◆ **PROBLEM STATEMENT**
Setting pictures aside, output exactly the lines from the start of the records to the line with "context.font = font", that line included.

··· RECORDS PROVIDED

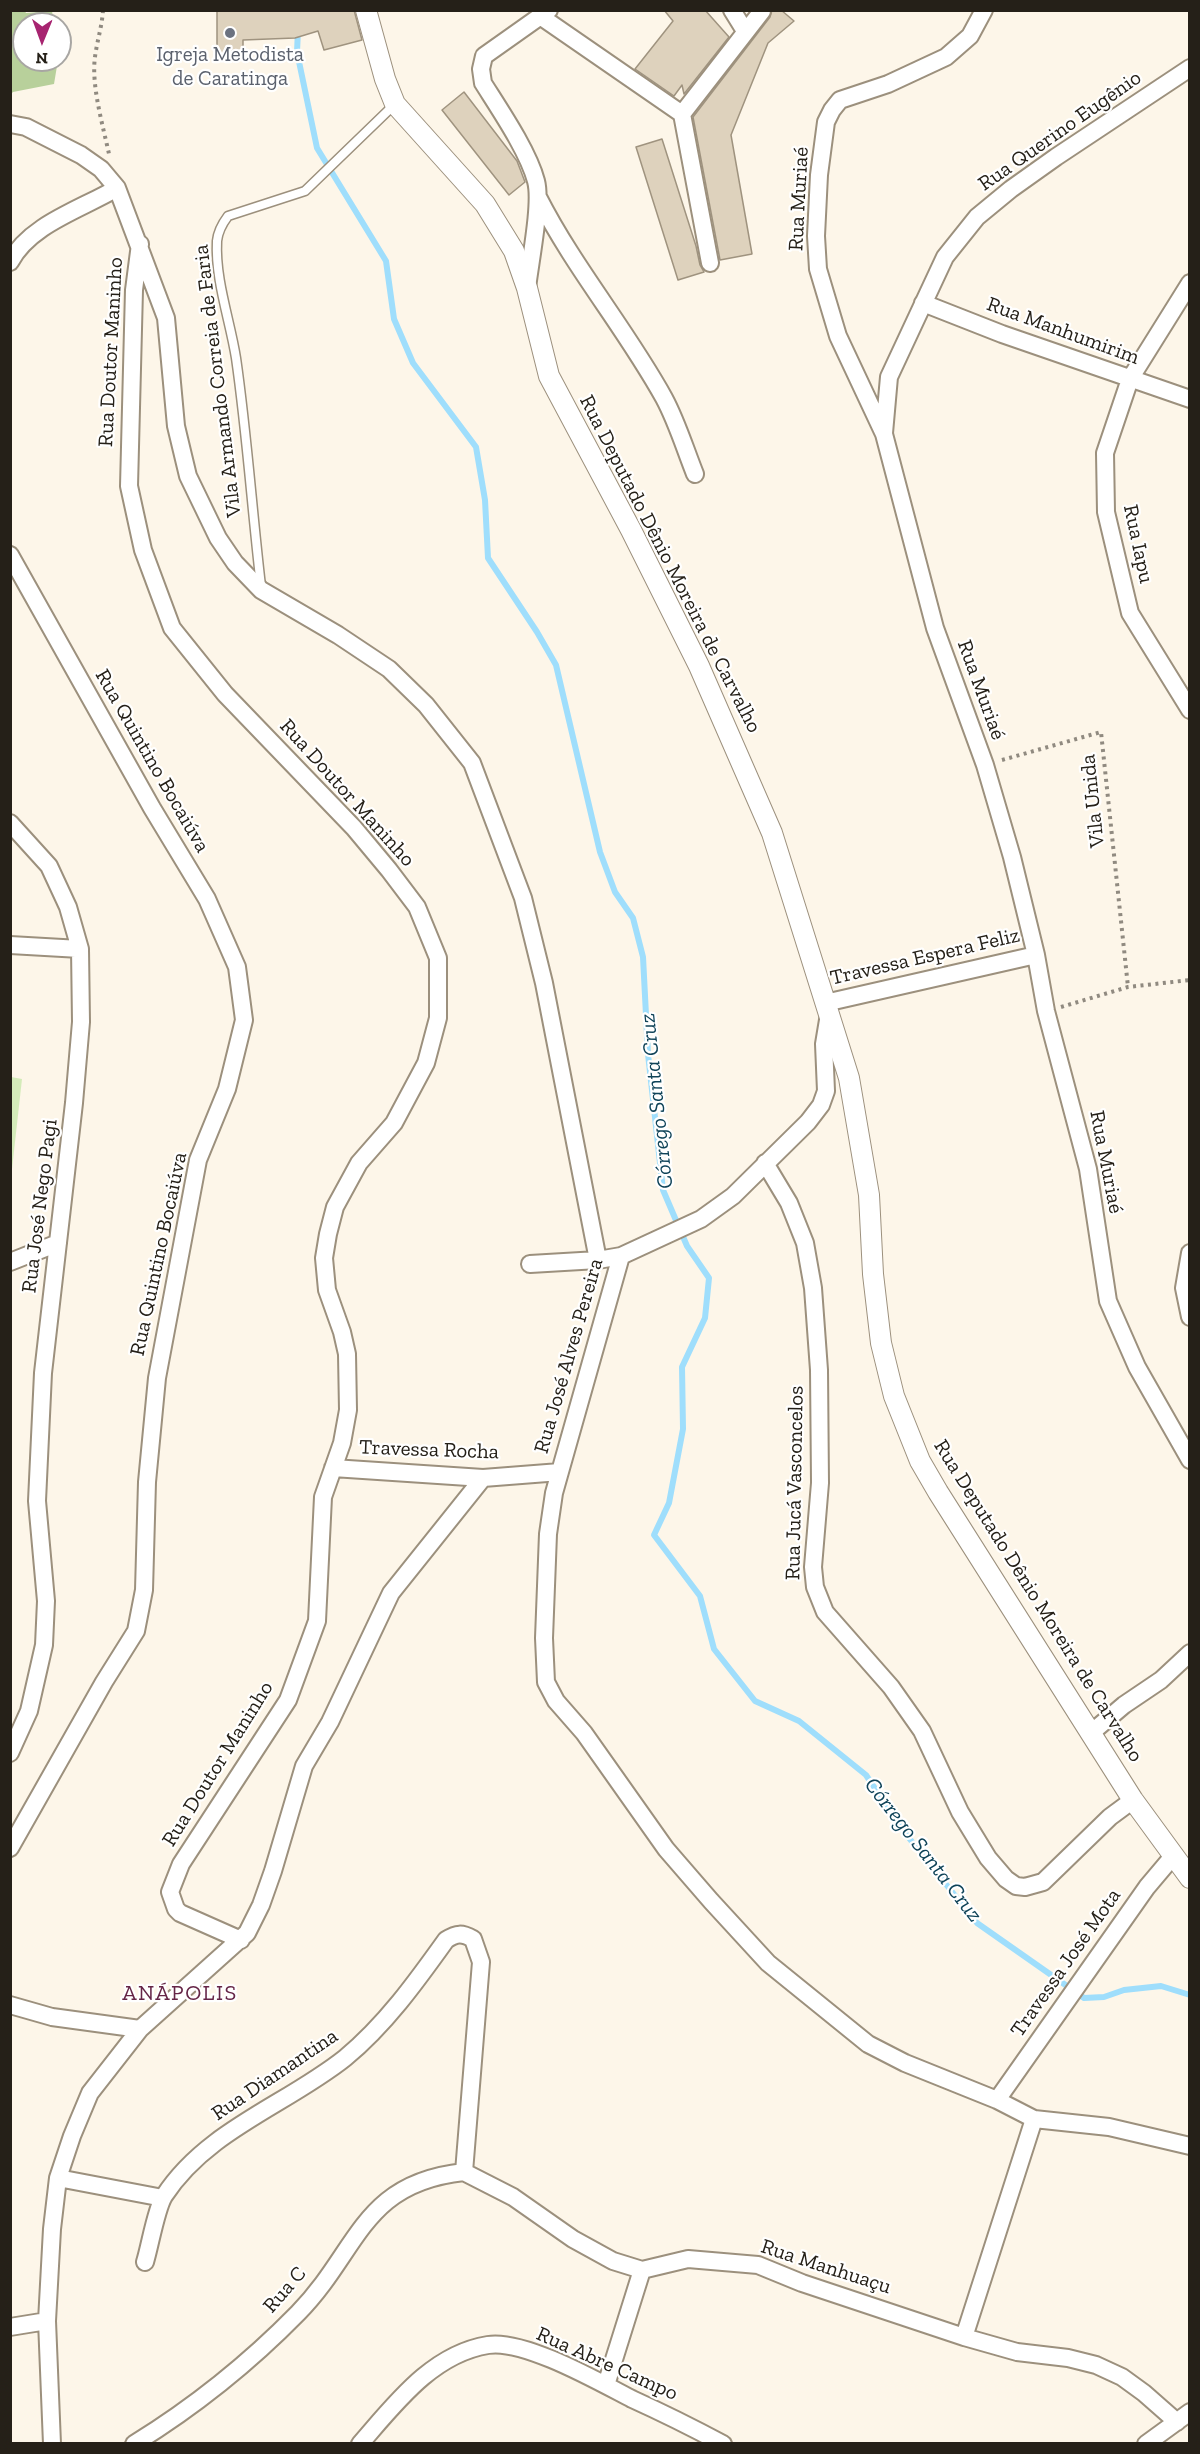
<!DOCTYPE html>
<html>
<head>
<meta charset="utf-8">
<style>
  body { margin:0 }
  #map { position:relative; width:1200px; height:2454px; overflow:hidden; background:#fdf6e9; font-family:"Zilla Slab",serif }
  canvas { display:block }
  .frame { position:absolute; inset:0; border:12px solid #252018; pointer-events:none }
  .north { position:absolute; left:12px; top:12px; width:60px; height:60px; box-sizing:border-box; background:#fff; border:2px solid #a8a6a3; border-radius:50%; rotate:181deg; font-size:16px; font-weight:700; line-height:24px; text-align:center; color:#252018 }
  .north::after { content:''; display:block; margin:auto; width:21px; height:27px; background:#a72470; clip-path:polygon(50% 0,100% 100%,50% 72%,0 100%) }
</style>
</head>
<body>
<div id="map">
<canvas width="1200" height="2454"></canvas>
<div class="frame"></div>
<div class="north">N</div>
</div>
<script>
const context = document.querySelector('canvas').getContext('2d');
context.lineJoin = 'round';
function paint(path, color) { context.fillStyle = color; context.fill(path, 'evenodd'); }
function trace(path, color, width, dash) { context.strokeStyle = color; context.lineWidth = width; context.lineCap = dash ? 'butt' : 'round'; context.setLineDash(dash || []); context.stroke(path); }
function label(font, color, halo, rows, align = 'center') {
  context.font = font + ' "Zilla Slab",serif'; context.lineWidth = 4.5; context.setLineDash([]); context.textBaseline = 'middle'; context.strokeStyle = halo; context.fillStyle = color; for (const [text, x, y, turn = 0] of rows) {
    context.save(); context.translate(x, y); context.rotate((+turn || 0) * Math.PI / 180); context.textAlign = isNaN(turn) ? turn : align; if (halo) context.strokeText(text, 0, 0); context.fillText(text, 0, 0); context.restore();
  }
}
const green = new Path2D(`
  M11,1077L22,1079L11,1178L10,1077Z`);
const forest = new Path2D(`
  M11,10L25,11L26,13L52,11L54,24H24V60H58L54,84L13,92L11,94Z`);
const stream = new Path2D(`
  M298,30L297,52L317,148L386,261L394,319L413,363L476,447L485,500L488,558L537,632L556,665L600,852L615,892L633,918L643,957L648,1054L663,1190L687,1246L709,1278L705,1318L682,1367L683,1429L669,1503L654,1535L700,1596L714,1649L755,1701L799,1721L866,1775L901,1828L977,1923L1084,1998L1104,1997L1124,1990L1161,1986L1190,1995`);
const building = new Path2D(`
  M217,10H354L362,40L324,50L318,31L295,38L243,40V55H217Z
  M664,10H705L729,37L684,94L682,85L674,96L635,69L673,21Z
  M772,10H781L794,21L768,43L731,135L752,254L720,260L693,117L770,17Z
  M464,92L517,161L525,182L509,195L442,110Z
  M662,139L696,246L700,265L704,272L678,280L636,147Z`);
const path = new Path2D(`
  M103,10C102,27 97,41 95,57C91,85 103,126 109,154
  M1002,760L1101,732L1128,987
  M1061,1007L1128,987L1190,980`);
const service = new Path2D(`
  M261,586C252,510 247,434 236,358C230,320 215,280 217,241C218,231 222,224 228,216L305,191L395,104`);
const minor = new Path2D(`
  M732,10L745,31
  M984,10L970,36L946,57L888,84L840,100L832,110L826,122L819,175L816,236L818,269L838,336L884,434L935,628L985,765L1012,857L1036,955L1046,1011L1088,1169L1108,1301L1137,1367L1190,1460
  M540,16L682,114L710,263
  M682,114L762,11
  M10,124L26,127L81,155L101,169L117,188L166,318L176,426L188,476L218,538L235,563L261,590L338,635L389,669L426,705L472,763L523,898L544,983L598,1260L621,1256L701,1219L733,1196L808,1122L821,1105L826,1091L824,1044L829,1014
  M538,197C574,268 626,329 664,398C677,422 685,449 695,474
  M140,244L134,290L129,486L143,550L172,628L225,694L354,828L389,870L417,907L438,958V1018L426,1063L394,1123L359,1163L335,1207L328,1234L324,1258L327,1290L342,1332L347,1354L348,1410L342,1443L323,1497L317,1621L288,1700L181,1864L170,1892L176,1909L180,1913L241,1940
  M10,262C30,224 82,209 117,188
  M1190,283L1130,379L1105,453L1106,512L1130,613L1190,710
  M527,288C530,262 542,203 536,181C528,151 500,110 483,83L481,69L484,56L549,10
  M923,303L1002,334L1190,399
  M884,433L889,377L945,257L977,217L1011,189L1056,157L1190,68
  M10,555L152,808L207,899L237,967L244,1020L227,1089L198,1160L157,1378L147,1482L144,1590L136,1631L104,1682L10,1848
  M10,823L49,866L68,907L80,949L81,1022L74,1103L43,1373L37,1501L46,1601L44,1645L29,1711L10,1753
  M10,945L80,949
  M825,1003L1036,955
  M765,1163L789,1203L805,1243L813,1288L819,1370L820,1483L813,1567L815,1587L825,1612L891,1687L922,1731L960,1812L988,1858L1006,1879L1016,1886L1025,1887L1043,1882L1110,1817L1133,1800
  M1190,1253L1184,1288L1190,1317
  M621,1256L554,1493L548,1534L544,1638L546,1682L556,1701L584,1733L666,1849L711,1901L768,1963L868,2044L905,2063L997,2100L1034,2119L1109,2127L1190,2146
  M10,1262L58,1243
  M530,1264L598,1260
  M333,1468L483,1478L560,1472
  M1091,1733L1124,1705L1161,1680L1190,1653
  M10,2005L52,2017L140,2029
  M997,2100L1147,1887L1174,1855
  M464,2172L513,2197L573,2239L613,2261L642,2270L688,2259L758,2265L802,2283L964,2337L1017,2352L1068,2358L1096,2365L1122,2377L1144,2393L1177,2422
  M58,2178L163,2198
  M145,2262C150,2246 156,2209 164,2196C207,2130 286,2105 345,2058C385,2025 416,1982 446,1940C457,1933 462,1933 473,1939L481,1962L464,2172
  M10,2327L47,2321
  M964,2337L1034,2119
  M606,2385L642,2270
  M52,2444L47,2321L52,2229L58,2178L72,2136L90,2093L140,2029L247,1933L261,1905L273,1871L304,1766L330,1722L391,1593L483,1478
  M134,2444C194,2407 249,2363 298,2313C359,2251 361,2183 464,2172
  M360,2444C395,2404 432,2354 488,2345C524,2339 599,2382 632,2399C663,2413 693,2428 723,2444
  M1146,2444L1190,2412`);
const tertiary = new Path2D(`
  M366,10L385,79L395,104L485,204L514,251L527,288L549,376L631,530L699,666L772,833L849,1078L869,1195L873,1274L881,1343L894,1396L920,1461L938,1492L1133,1800L1190,1878`);
const markers = [
  [230,33,6,"#6b7280"]
];
const worshipNames = [
  ["Igreja Metodista",230,55],
  ["de Caratinga",230,79]
];
const streetNames = [
  ["Rua Querino Eugênio",1060,131,-35],
  ["Rua Muriaé",799,199,-87],
  ["Rua Manhumirim",1063,331,20],
  ["Rua Doutor Maninho",111,352,-87],
  ["Vila Armando Correia de Faria",218,381,-97],
  ["Rua Iapu",1138,544,78],
  ["Rua Deputado Dênio Moreira de Carvalho",670,564,63],
  ["Rua Muriaé",981,690,70],
  ["Rua Quintino Bocaiúva",152,761,60],
  ["Rua Doutor Maninho",347,793,48],
  ["Vila Unida",1093,801,-96],
  ["Travessa Espera Feliz",925,957,-13],
  ["Rua Muriaé",1106,1162,79],
  ["Rua José Nego Pagi",40,1206,-83],
  ["Rua Quintino Bocaiúva",159,1254,-78],
  ["Rua José Alves Pereira",569,1356,-74],
  ["Travessa Rocha",429,1450,2],
  ["Rua Jucá Vasconcelos",795,1483,-89],
  ["Rua Deputado Dênio Moreira de Carvalho",1038,1601,58],
  ["Rua Doutor Maninho",218,1764,-58],
  ["Travessa José Mota",1066,1963,-55],
  ["Rua Diamantina",275,2075,-34],
  ["Rua Manhuaçu",826,2267,18],
  ["Rua C",285,2290,-49],
  ["Rua Abre Campo",607,2364,24]
];
const waterNames = [
  ["Córrego Santa Cruz",657,1101,-96],
  ["Córrego Santa Cruz",923,1850,52]
];
const neighbourhoodNames = [
  ["ANÁPOLIS",180,1994]
];
paint(green, '#d4ebb9');
paint(forest, '#b8d09b');
trace(stream, '#9fdefc', 6);
paint(building, '#ded2bd');
trace(building, '#9f937f', 1.5);
trace(service, '#9c907d', 11);
trace(minor, '#9c907d', 20);
trace(tertiary, '#9c907d', 22);
trace(path, '#908a80', 4, [3, 4.5]);
trace(service, '#fff', 8);
trace(minor, '#fff', 16);
trace(tertiary, '#fff', 20);
for (const [x, y, r, color] of markers) { const dot = new Path2D(); dot.arc(x, y, r, 0, 2 * Math.PI); context.fillStyle = color; context.fill(dot); trace(dot, '#fff', 2); }
label('21px', '#5b616d', '#fff', worshipNames);
label('21px', '#252018', '#fff', streetNames);
label('italic 22px', '#0f4358', '#fff', waterNames);
context.letterSpacing = '1.5px';
label('22px', '#652547', '#fff', neighbourhoodNames);
context.letterSpacing = '0px';
</script>
</body>
</html>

······

◆ **EXERCISE ANSWER**
<!DOCTYPE html>
<html>
<head>
<meta charset="utf-8">
<style>
  body { margin:0 }
  #map { position:relative; width:1200px; height:2454px; overflow:hidden; background:#fdf6e9; font-family:"Zilla Slab",serif }
  canvas { display:block }
  .frame { position:absolute; inset:0; border:12px solid #252018; pointer-events:none }
  .north { position:absolute; left:12px; top:12px; width:60px; height:60px; box-sizing:border-box; background:#fff; border:2px solid #a8a6a3; border-radius:50%; rotate:181deg; font-size:16px; font-weight:700; line-height:24px; text-align:center; color:#252018 }
  .north::after { content:''; display:block; margin:auto; width:21px; height:27px; background:#a72470; clip-path:polygon(50% 0,100% 100%,50% 72%,0 100%) }
</style>
</head>
<body>
<div id="map">
<canvas width="1200" height="2454"></canvas>
<div class="frame"></div>
<div class="north">N</div>
</div>
<script>
const context = document.querySelector('canvas').getContext('2d');
context.lineJoin = 'round';
function paint(path, color) { context.fillStyle = color; context.fill(path, 'evenodd'); }
function trace(path, color, width, dash) { context.strokeStyle = color; context.lineWidth = width; context.lineCap = dash ? 'butt' : 'round'; context.setLineDash(dash || []); context.stroke(path); }
function label(font, color, halo, rows, align = 'center') {
  context.font = font + ' "Zilla Slab",serif'; context.lineWidth = 4.5; context.setLineDash([]); context.textBaseline = 'middle'; context.strokeStyle = halo; context.fillStyle = color; for (const [text, x, y, turn = 0] of rows) {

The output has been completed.